The soft, non-cognitive curriculum is neither soft, nor non-cognitive, nor a curriculum.
One afternoon I met a fifth grade teacher grading papers and writing report cards in a café. When I greeted him he didn’t say “Hi,” but waving Maya’s report card in the air said: “Now this is what a model student looks like.”
“What’s so great?” I asked.
“Maya always loves a challenge.”
“What about all the other items on the report card?”
“If you take on challenges, everything else falls into place. Her academic strengths and weaknesses don’t really matter that much.”
Research continues to show what this teacher and other practitioners have known for many decades; i.e. that measures of academic achievement are not the predictors of success. Rather the predictors of success are a set of skills that many today are calling (improperly) “soft skills” or “non-cognitive skills.”
In Mind in the Making, for instance, Ellen Galinsky presents “The Seven Essential Life Skills Every Child Needs.” Looking at the Table of Contents one finds one can’t argue. If we were hiring—for whatever occupation—we would want someone who could (1) focus and control themselves, (2) take other perspectives, (3) make connections, (4) communicate, (5) think critically, (6) take on challenges, and (7) love learning. Whether you are playing four square on the playground or working with a partner in the science lab, whether you are a salesperson or the marketing director of a corporation, an administrator or an administrative assistant, a board member or a parent volunteer, these skills are essential. If you were looking for partners for a project, you would want them to have these abilities.
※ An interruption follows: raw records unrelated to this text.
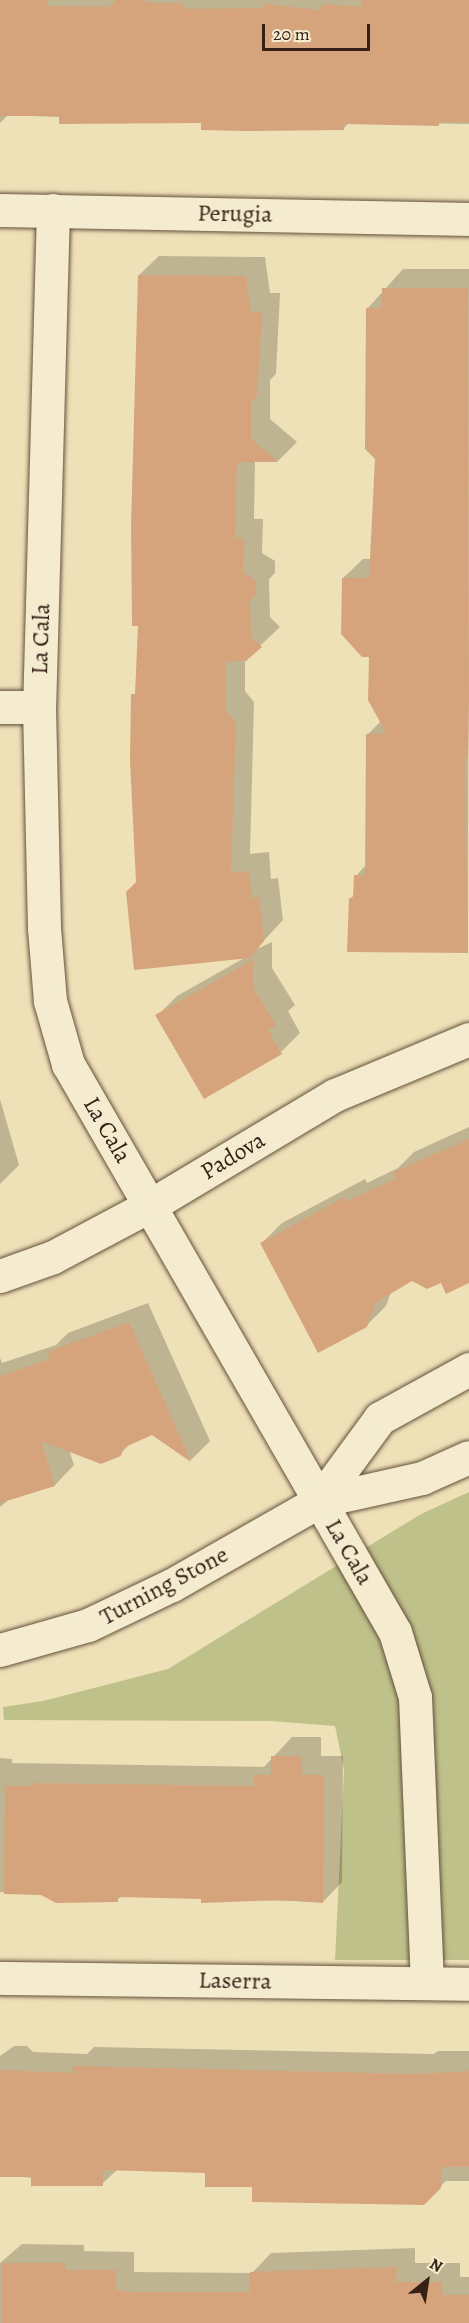 <!DOCTYPE html>
<html>
<head>
<meta charset="utf-8">
<style>
	body { margin:0 }
	#map { position:relative; width:469px; height:2323px; overflow:hidden; background:#efe1b7; font-family:Alegreya,serif }
	div>[style] { position:absolute }
	.green>* { inset:0; background:#bfc18a }
	.shadow>* { inset:0; background:#0003 }
	.building>* { inset:0; background:#d6a47c }
	.roads { filter:drop-shadow(0 0 2px #64513e) drop-shadow(0 0 2px #64513e) }
	.minor>* { height:33px; margin:-16.5px; padding:0 16.5px; transform-origin:16.5px; border-radius:16.5px; background:#f5ecd0 }
	span { translate:-50% -50%; white-space:nowrap; text-align:center; line-height:1.15; -webkit-text-stroke:4.5px #f5ecd0; paint-order:stroke }
	.street-label { font-size:24px; color:#362116 }
	.north { position:absolute; left:397px; top:2251px; width:60px; height:60px; -webkit-text-stroke:4px #f5ecd0; paint-order:stroke; rotate:30deg; font-size:16px; font-weight:700; line-height:24px; text-align:center; color:#362116 }
	.north::after { content:''; display:block; margin:auto; width:21px; height:27px; background:#362116; clip-path:polygon(50% 0,100% 100%,50% 72%,0 100%) }
	.scale { position:absolute; left:262px; top:24px; width:108px; height:27px; box-sizing:border-box; border:3px solid #362116; border-top:0; padding-left:8px; font-size:18px; line-height:21px; white-space:nowrap; color:#362116; -webkit-text-stroke:4px #f5ecd0; paint-order:stroke }
</style>
</head>
<body>
<div id="map">
	<div class="green">
		<div style="clip-path:polygon(469px 1492px,469px 1960px,335px 1960px,344px 1770px,335px 1726px,271px 1721px,4px 1720px,3px 1707px,43px 1701px,168px 1669px,421px 1514px)"></div>
	</div>
	<div class="shadow">
		<div style="clip-path:polygon(0 0,469px 0,469px 124px,350px 122px,343px 129px,8px 115px,0 123px)"></div>
		<div style="clip-path:polygon(159px 256px,265px 257px,270px 293px,280px 293px,276px 374px,270px 380px,270px 419px,297px 442px,278px 461px,255px 460px,254px 519px,263px 519px,262px 553px,275px 561px,275px 573px,269px 579px,270px 617px,280px 627px,245px 660px,245px 691px,254px 702px,250px 854px,269px 852px,271px 879px,278px 878px,283px 920px,255px 950px,272px 942px,272px 968px,295px 1005px,288px 1011px,300px 1033px,281px 1052px,157px 1016px,177px 996px,246px 957px,138px 883px,139px 275px)"></div>
		<div style="clip-path:polygon(403px 269px,469px 269px,468px 951px,350px 899px,355px 894px,356px 876px,366px 865px,367px 735px,381px 721px,370px 655px,343px 578px,363px 559px,371px 559px,377px 458px,368px 308px)"></div>
		<div style="clip-path:polygon(0 1099px,19px 1165px,0 1184px)"></div>
		<div style="clip-path:polygon(469px 1127px,469px 1282px,412px 1279px,391px 1292px,386px 1306px,366px 1326px,262px 1243px,282px 1223px,365px 1179px,367px 1183px,398px 1168px,414px 1152px)"></div>
		<div style="clip-path:polygon(148px 1303px,210px 1441px,191px 1460px,153px 1433px,132px 1442px,120px 1454px,69px 1450px,74px 1465px,55px 1485px,11px 1498px,0 1507px,0 1358px,2px 1363px,56px 1345px,68px 1333px)"></div>
		<div style="clip-path:polygon(292px 1737px,321px 1737px,321px 1756px,343px 1756px,342px 1882px,323px 1902px,122px 1896px,117px 1900px,0 1892px,0 1758px,12px 1759px,12px 1763px,264px 1767px)"></div>
		<div style="clip-path:polygon(14px 2046px,27px 2046px,33px 2052px,87px 2054px,94px 2047px,434px 2054px,438px 2051px,469px 2051px,469px 2181px,446px 2181px,423px 2203px,253px 2186px,206px 2171px,118px 2169px,102px 2184px,0 2175px,0 2056px)"></div>
		<div style="clip-path:polygon(22px 2244px,84px 2245px,84px 2251px,134px 2252px,134px 2272px,252px 2273px,271px 2253px,415px 2248px,415px 2263px,460px 2263px,460px 2277px,469px 2277px,469px 2323px,0 2323px,0 2263px)"></div>
	</div>
	<div class="building">
		<div style="clip-path:polygon(0 0,48px 0,48px 6px,109px 7px,116px 0,144px 0,147px 3px,181px 3px,186px 9px,261px 8px,265px 4px,319px 10px,323px 4px,361px 7px,362px 0,469px 0,469px 122px,439px 122px,439px 126px,344px 124px,344px 130px,245px 131px,201px 130px,201px 123px,59px 124px,59px 116px,0 116px)"></div>
		<div style="clip-path:polygon(138px 275px,246px 276px,251px 312px,262px 312px,257px 395px,251px 402px,251px 439px,278px 462px,237px 462px,235px 538px,244px 538px,243px 572px,256px 581px,256px 594px,250px 600px,251px 637px,262px 647px,246px 661px,226px 661px,226px 711px,236px 722px,231px 873px,249px 871px,252px 898px,259px 897px,264px 941px,250px 958px,134px 970px,126px 892px,136px 882px,130px 761px,131px 694px,135px 694px,138px 626px,132px 626px,131px 526px)"></div>
		<div style="clip-path:polygon(382px 288px,468px 288px,469px 698px,468px 757px,465px 757px,468px 953px,347px 952px,349px 898px,353px 898px,354px 875px,365px 875px,366px 734px,386px 733px,368px 700px,369px 657px,362px 657px,341px 634px,342px 578px,369px 578px,375px 459px,365px 449px,366px 308px,382px 308px)"></div>
		<div style="clip-path:polygon(253px 960px,253px 988px,276px 1025px,268px 1030px,282px 1054px,204px 1099px,155px 1015px)"></div>
		<div style="clip-path:polygon(469px 1139px,469px 1283px,446px 1294px,441px 1283px,427px 1289px,412px 1281px,375px 1303px,367px 1327px,318px 1353px,260px 1243px,345px 1197px,347px 1201px,396px 1179px,393px 1172px)"></div>
		<div style="clip-path:polygon(129px 1322px,191px 1462px,152px 1435px,123px 1448px,121px 1456px,101px 1464px,41px 1441px,55px 1486px,0 1503px,0 1376px,50px 1359px,47px 1352px)"></div>
		<div style="clip-path:polygon(271px 1756px,302px 1756px,302px 1775px,324px 1775px,323px 1903px,284px 1900px,201px 1903px,201px 1899px,118px 1897px,118px 1902px,56px 1903px,41px 1895px,4px 1894px,5px 1786px,31px 1786px,31px 1783px,254px 1786px,254px 1775px,271px 1775px)"></div>
		<div style="clip-path:polygon(73px 2066px,417px 2074px,469px 2071px,469px 2167px,442px 2167px,441px 2188px,424px 2205px,252px 2202px,252px 2187px,205px 2187px,205px 2173px,103px 2170px,103px 2186px,31px 2186px,31px 2177px,0 2177px,0 2070px,73px 2073px)"></div>
		<div style="clip-path:polygon(1px 2263px,66px 2263px,66px 2270px,116px 2270px,116px 2290px,134px 2292px,250px 2292px,250px 2272px,397px 2267px,396px 2282px,442px 2282px,442px 2295px,469px 2295px,469px 2323px,1px 2323px)"></div>
	</div>
	<div class="roads">
		<div class="minor">
			<div style="left:0;top:210px;width:469px;rotate:1.1deg"></div>
			<div style="left:53px;top:210px;width:497px;rotate:91.6deg"></div>
			<div style="left:39px;top:707px;width:221px;rotate:88.7deg"></div>
			<div style="left:44px;top:928px;width:73px;rotate:85.3deg"></div>
			<div style="left:50px;top:1001px;width:66px;rotate:74.1deg"></div>
			<div style="left:68px;top:1064px;width:655px;rotate:60.07deg"></div>
			<div style="left:395px;top:1632px;width:68px;rotate:72.9deg"></div>
			<div style="left:415px;top:1697px;width:286px;rotate:87.6deg"></div>
			<div style="left:0;top:707px;width:39px"></div>
			<div style="left:0;top:1276px;width:56px;rotate:-19.7deg"></div>
			<div style="left:53px;top:1257px;width:111px;rotate:-28deg"></div>
			<div style="left:151px;top:1205px;width:214px;rotate:-30.9deg"></div>
			<div style="left:335px;top:1095px;width:145px;rotate:-22.7deg"></div>
			<div style="left:319px;top:1501px;width:103px;rotate:-53.7deg"></div>
			<div style="left:380px;top:1418px;width:102px;rotate:-28.8deg"></div>
			<div style="left:0;top:1650px;width:91px;rotate:-15.9deg"></div>
			<div style="left:88px;top:1625px;width:93px;rotate:-25.5deg"></div>
			<div style="left:172px;top:1585px;width:169px;rotate:-29.7deg"></div>
			<div style="left:319px;top:1501px;width:106px;rotate:-12.6deg"></div>
			<div style="left:422px;top:1478px;width:51px;rotate:-24.1deg"></div>
			<div style="left:0;top:1978px;width:469px;rotate:0.7deg"></div>
		</div>
	</div>
	<div class="street-label">
		<span style="left:235px;top:214px;rotate:1deg">Perugia</span>
		<span style="left:41px;top:639px;rotate:-88deg">La Cala</span>
		<span style="left:107px;top:1130px;rotate:60deg">La Cala</span>
		<span style="left:233px;top:1156px;rotate:-31deg">Padova</span>
		<span style="left:349px;top:1552px;rotate:60deg">La Cala</span>
		<span style="left:164px;top:1586px;rotate:-28deg">Turning Stone</span>
		<span style="left:235px;top:1981px;rotate:1deg">Laserra</span>
	</div>
	<div class="north">N</div>
	<div class="scale">20 m</div>
</div>
</body>
</html>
Indeed, “everything else falls into place” for those who love a challenge because the ability to take on challenges is centered in the decision-making center of the brain along with the other six abilities. Each of these seven skillsets is a manifestation of a well-developed prefrontal cortex, the part of the brain that makes choices, sets goals, designs solutions, makes hypotheses, tests them, and makes judgments about truth, beauty and justice.
In a third grade class in Johns Hill School most of the children are at their desks writing, but one group of students who finished their work are sitting on the floor at the back of the room playing a game with 20 white dice each of which has a different word on each of its six faces. Bailey has just made a sentence: “the cute wife gave a soft laugh.” But two of the other players dispute it as a valid sentence. Janice insists that “soft laugh” doesn’t quite work. Henry, the scorekeeper tends to think Janice has a point and suggests that Bailey could make it work if it were “the soft wife gave a cute laugh.” All four immediately agree and Henry puts a seven in Bailey’s column on the scorecard.
Henry rolls the dice and starts a new sentence. Janice says, “The subject’s fine, but what’s the predicate?” All four of them suggest possibilities to Henry who eventually comes up with “I like to hear your face laugh” before the sand finishes running through the three minute timer.
The game progresses gracefully through constant conflict:
“You can’t flip the dice to other sides to find other words.”
“I’ll give you 3 for the first three words, because that’s a sentence, but the rest doesn’t make sense.”
“Bailey’s in the lead. 7 + 10 = 17.”
“You don’t know that; we haven’t totaled everything yet.”
The ability of these children to collaborate is remarkable. Rarely have I seen a group of adults disagree as often as these four 8-year-olds in such a friendly, mutually supportive way. Each child is a decision-maker in competition with three other decision-makers, and nobody gets mad.
Taking on challenges, controlling yourself, changing perspective, connecting, communicating, thinking critically, and creative learning—these Seven C’s are at least as important as the 3 R’s, and there’s nothing “soft” or “non-cognitive” about them. It’s time to call them The Hard Curriculum. The state tests evaluate schools based on the written curriculum, but life and the students evaluate schools on their ability to deliver The Hard Curriculum because the latter is what makes the difference between success and failure in life.
Whether the written curriculum uses the common core standards of the current educational reform effort or the No-Child-Left-Behind standards of the last one doesn’t really matter much, because mastering The Hard Curriculum does not depend on what is taught, but how it is taught. Moreover, you can’t teach to this test because the pre-frontal cortex builds its capacity while engaged in self-directed, internally motivated problem-solving and decision-making.